La course critique contre la dégradation cellulaire

Chaque minute qui s'écoule entre l'arrêt cardiaque et le moment où votre cerveau atteint des températures cryogéniques entraîne des lésions mesurables et irréversibles. La cryoconservation est une course contre la biochimie, et la biochimie n'attend pas.

On imagine souvent la cryoconservation comme un simple interrupteur qui bascule de la vie à la conservation. La réalité est plus complexe et plus urgente. Entre le moment où votre cœur s’arrête et celui où votre cerveau atteint une température à laquelle le mouvement moléculaire cesse effectivement, une cascade de réactions chimiques destructrices se met en marche, et elle ne s’interrompt pas par politesse. C’est cette contrainte qui détermine tous les autres aspects de la procédure : nous sommes engagés dans une course contre la biochimie, et la biochimie n’attend pas. Comprendre cette course est essentiel pour saisir à la fois ce que la cryoconservation permet de réaliser et où se situent ses limites les plus strictes.

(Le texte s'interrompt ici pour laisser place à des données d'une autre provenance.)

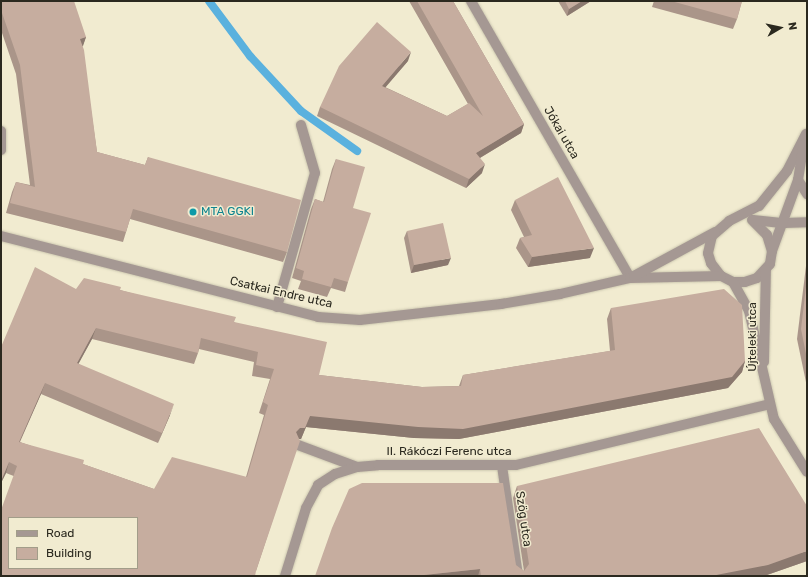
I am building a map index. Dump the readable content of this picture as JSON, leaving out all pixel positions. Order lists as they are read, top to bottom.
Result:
{
  "streets": {
    "street": [
      "Jókai utca",
      "Csatkai Endre utca",
      "Újteleki utca",
      "II. Rákóczi Ferenc utca",
      "Szög utca"
    ]
  },
  "crossings": [
    ["Jókai utca", "Csatkai Endre utca"],
    ["Csatkai Endre utca", "Újteleki utca"],
    ["Újteleki utca", "II. Rákóczi Ferenc utca"],
    ["II. Rákóczi Ferenc utca", "Szög utca"]
  ],
  "places": ["MTA GGKI"],
  "legend": ["Road", "Building"],
  "north": "right"
}
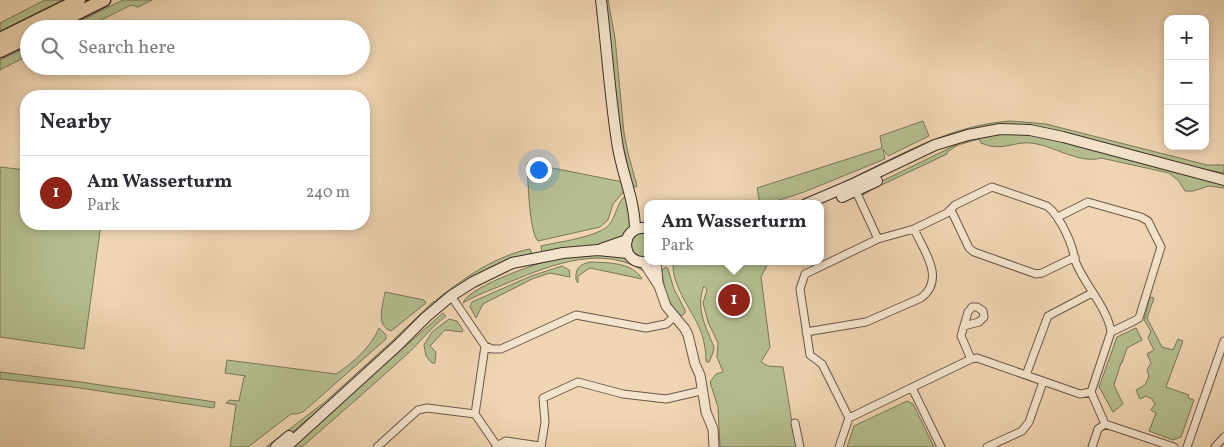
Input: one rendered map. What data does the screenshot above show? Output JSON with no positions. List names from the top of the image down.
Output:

un grand chronomètre au premier plan, qui défile à côté d'un cerveau stylisé, une flèche pointant vers le bas symbolisant la pression du temps, un mouvement à la fois pressant et épuré
La qualité de la conservation se joue principalement au cours de la première heure : c'est une course contre la biochimie.

Que se passe-t-il lorsque la circulation sanguine s'arrête ?

Votre cerveau est très gourmand en énergie. Il représente environ 2 % de votre poids corporel, mais consomme près de 20 % de votre oxygène, dépensant constamment de l’énergie rien que pour maintenir ses cellules en état de fonctionnement. Lorsque la circulation sanguine s’arrête, cet apport énergétique disparaît presque instantanément, et le déclin s’opère par étapes. En quelques secondes, l’oxygène vient à manquer et les neurones cessent de transmettre des signaux. En quelques minutes, ils épuisent leurs réserves d’énergie et les mécanismes qui maintiennent leur équilibre électrique tombent en panne, libérant un déluge de neurotransmetteurs susceptibles d’endommager les cellules voisines, tandis qu’un métabolisme d’urgence acidifie les tissus, que le calcium s’infiltre là où il ne devrait pas et que les enzymes chargées de démanteler les composants cellulaires se déchaînent. En l’espace de quelques dizaines de minutes à quelques heures, selon la température, l’architecture organisée des tissus commence à se désagréger pour aboutir à un désordre moléculaire.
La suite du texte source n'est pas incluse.